If a line contains "Dump the readable content of the map", it is the last one to write out; begin with the first line of the records and copy each exactly.
DATA Block Start
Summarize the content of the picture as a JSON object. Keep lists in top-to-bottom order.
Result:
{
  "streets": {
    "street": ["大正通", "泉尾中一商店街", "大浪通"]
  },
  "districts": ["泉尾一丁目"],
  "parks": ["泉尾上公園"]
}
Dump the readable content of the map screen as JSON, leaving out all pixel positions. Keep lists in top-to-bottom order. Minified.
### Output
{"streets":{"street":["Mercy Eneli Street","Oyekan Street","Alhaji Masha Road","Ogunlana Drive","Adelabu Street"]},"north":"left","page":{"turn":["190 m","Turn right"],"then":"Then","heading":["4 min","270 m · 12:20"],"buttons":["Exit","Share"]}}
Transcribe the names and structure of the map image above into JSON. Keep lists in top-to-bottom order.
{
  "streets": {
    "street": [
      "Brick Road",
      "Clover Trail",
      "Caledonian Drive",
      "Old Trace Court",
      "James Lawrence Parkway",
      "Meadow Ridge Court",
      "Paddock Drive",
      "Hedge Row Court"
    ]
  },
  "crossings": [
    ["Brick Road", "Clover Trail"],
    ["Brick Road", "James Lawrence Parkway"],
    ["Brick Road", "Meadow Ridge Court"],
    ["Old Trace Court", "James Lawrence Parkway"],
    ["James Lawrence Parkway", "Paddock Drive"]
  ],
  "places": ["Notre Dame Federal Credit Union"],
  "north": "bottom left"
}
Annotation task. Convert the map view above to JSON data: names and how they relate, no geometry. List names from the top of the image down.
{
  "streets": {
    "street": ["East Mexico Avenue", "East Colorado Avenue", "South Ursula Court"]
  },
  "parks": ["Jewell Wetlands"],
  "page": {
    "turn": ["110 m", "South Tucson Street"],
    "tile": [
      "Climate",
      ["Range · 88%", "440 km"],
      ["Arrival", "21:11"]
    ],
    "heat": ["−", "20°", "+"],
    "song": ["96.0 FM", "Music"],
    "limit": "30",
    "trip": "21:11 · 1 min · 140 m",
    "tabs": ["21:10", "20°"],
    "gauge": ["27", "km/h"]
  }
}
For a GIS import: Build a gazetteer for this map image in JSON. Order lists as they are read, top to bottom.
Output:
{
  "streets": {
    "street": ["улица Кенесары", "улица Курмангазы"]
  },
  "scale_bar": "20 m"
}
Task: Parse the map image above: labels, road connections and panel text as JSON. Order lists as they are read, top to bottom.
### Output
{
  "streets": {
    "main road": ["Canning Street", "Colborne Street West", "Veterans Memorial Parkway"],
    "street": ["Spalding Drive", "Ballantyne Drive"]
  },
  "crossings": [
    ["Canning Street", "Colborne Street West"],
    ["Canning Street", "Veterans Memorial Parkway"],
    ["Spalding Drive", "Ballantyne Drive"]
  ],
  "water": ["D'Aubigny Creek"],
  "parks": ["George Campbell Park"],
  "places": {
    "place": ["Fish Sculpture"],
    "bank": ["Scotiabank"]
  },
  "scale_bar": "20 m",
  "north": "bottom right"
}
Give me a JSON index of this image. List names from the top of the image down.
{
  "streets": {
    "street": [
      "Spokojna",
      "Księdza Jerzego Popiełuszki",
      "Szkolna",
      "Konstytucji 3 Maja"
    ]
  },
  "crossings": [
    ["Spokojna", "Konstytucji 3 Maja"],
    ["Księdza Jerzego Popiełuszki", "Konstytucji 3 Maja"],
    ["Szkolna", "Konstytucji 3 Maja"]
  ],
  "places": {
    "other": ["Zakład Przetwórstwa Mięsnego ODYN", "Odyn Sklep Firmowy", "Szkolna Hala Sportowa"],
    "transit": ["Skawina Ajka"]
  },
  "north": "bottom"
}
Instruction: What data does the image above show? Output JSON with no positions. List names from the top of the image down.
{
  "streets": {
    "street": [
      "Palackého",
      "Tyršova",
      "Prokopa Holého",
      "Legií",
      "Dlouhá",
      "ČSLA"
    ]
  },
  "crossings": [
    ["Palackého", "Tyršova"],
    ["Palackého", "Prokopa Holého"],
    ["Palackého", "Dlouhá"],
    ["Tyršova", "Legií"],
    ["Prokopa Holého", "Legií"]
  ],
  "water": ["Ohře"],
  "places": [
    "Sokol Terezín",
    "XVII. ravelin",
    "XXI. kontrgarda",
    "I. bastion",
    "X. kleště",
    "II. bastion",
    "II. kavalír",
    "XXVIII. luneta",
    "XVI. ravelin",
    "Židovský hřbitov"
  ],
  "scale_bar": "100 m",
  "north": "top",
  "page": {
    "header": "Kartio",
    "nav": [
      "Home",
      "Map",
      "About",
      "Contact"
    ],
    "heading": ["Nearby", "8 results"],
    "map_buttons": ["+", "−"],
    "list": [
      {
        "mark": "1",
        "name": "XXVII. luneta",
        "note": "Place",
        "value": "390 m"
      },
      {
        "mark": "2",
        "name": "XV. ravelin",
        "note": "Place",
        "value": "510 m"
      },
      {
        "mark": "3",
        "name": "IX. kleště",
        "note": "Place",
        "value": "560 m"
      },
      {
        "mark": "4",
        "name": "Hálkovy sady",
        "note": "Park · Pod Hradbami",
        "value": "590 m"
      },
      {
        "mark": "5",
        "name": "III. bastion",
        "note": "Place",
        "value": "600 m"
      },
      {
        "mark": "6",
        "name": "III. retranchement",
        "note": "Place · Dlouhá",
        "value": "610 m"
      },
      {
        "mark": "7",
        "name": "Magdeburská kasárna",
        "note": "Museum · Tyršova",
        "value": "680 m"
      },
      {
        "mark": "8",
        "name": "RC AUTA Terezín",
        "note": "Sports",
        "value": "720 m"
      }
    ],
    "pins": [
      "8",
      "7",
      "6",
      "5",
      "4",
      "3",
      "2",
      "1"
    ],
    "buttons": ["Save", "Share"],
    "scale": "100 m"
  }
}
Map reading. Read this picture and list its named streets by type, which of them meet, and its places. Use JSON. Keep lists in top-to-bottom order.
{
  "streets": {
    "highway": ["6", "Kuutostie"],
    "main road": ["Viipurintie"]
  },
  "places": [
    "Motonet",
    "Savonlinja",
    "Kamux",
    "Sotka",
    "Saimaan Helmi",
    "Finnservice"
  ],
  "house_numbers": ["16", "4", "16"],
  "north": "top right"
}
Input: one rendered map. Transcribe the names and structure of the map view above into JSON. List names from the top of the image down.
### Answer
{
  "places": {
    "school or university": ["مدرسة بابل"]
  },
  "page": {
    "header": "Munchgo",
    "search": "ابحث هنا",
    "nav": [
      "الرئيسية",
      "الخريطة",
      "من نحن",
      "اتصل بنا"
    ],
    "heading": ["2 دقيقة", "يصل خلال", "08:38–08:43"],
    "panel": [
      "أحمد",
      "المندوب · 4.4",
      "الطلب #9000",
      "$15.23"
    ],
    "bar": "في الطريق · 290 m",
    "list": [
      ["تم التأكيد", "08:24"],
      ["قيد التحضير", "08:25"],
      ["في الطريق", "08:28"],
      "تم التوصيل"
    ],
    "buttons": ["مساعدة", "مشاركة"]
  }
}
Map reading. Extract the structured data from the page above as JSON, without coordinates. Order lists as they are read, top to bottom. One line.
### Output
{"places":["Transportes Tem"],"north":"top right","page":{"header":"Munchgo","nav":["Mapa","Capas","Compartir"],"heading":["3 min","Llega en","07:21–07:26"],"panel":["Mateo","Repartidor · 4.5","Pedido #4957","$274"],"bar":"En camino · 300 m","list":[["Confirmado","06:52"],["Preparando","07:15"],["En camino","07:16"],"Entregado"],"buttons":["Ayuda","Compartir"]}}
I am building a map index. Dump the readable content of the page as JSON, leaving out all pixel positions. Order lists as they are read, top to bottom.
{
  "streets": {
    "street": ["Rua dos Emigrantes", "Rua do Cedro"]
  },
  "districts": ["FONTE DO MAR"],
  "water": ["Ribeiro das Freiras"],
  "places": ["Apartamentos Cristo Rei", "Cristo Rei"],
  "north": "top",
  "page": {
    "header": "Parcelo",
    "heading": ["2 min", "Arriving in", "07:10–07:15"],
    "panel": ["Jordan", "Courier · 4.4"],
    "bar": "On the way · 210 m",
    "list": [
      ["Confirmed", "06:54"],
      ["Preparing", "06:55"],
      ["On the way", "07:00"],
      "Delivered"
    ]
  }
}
DATA Block End
SOLUTION TO THIS EXERCISE ▸
Summarize the content of the picture as a JSON object. Keep lists in top-to-bottom order.
Result:
{
  "streets": {
    "street": ["大正通", "泉尾中一商店街", "大浪通"]
  },
  "districts": ["泉尾一丁目"],
  "parks": ["泉尾上公園"]
}
Dump the readable content of the map screen as JSON, leaving out all pixel positions. Keep lists in top-to-bottom order. Minified.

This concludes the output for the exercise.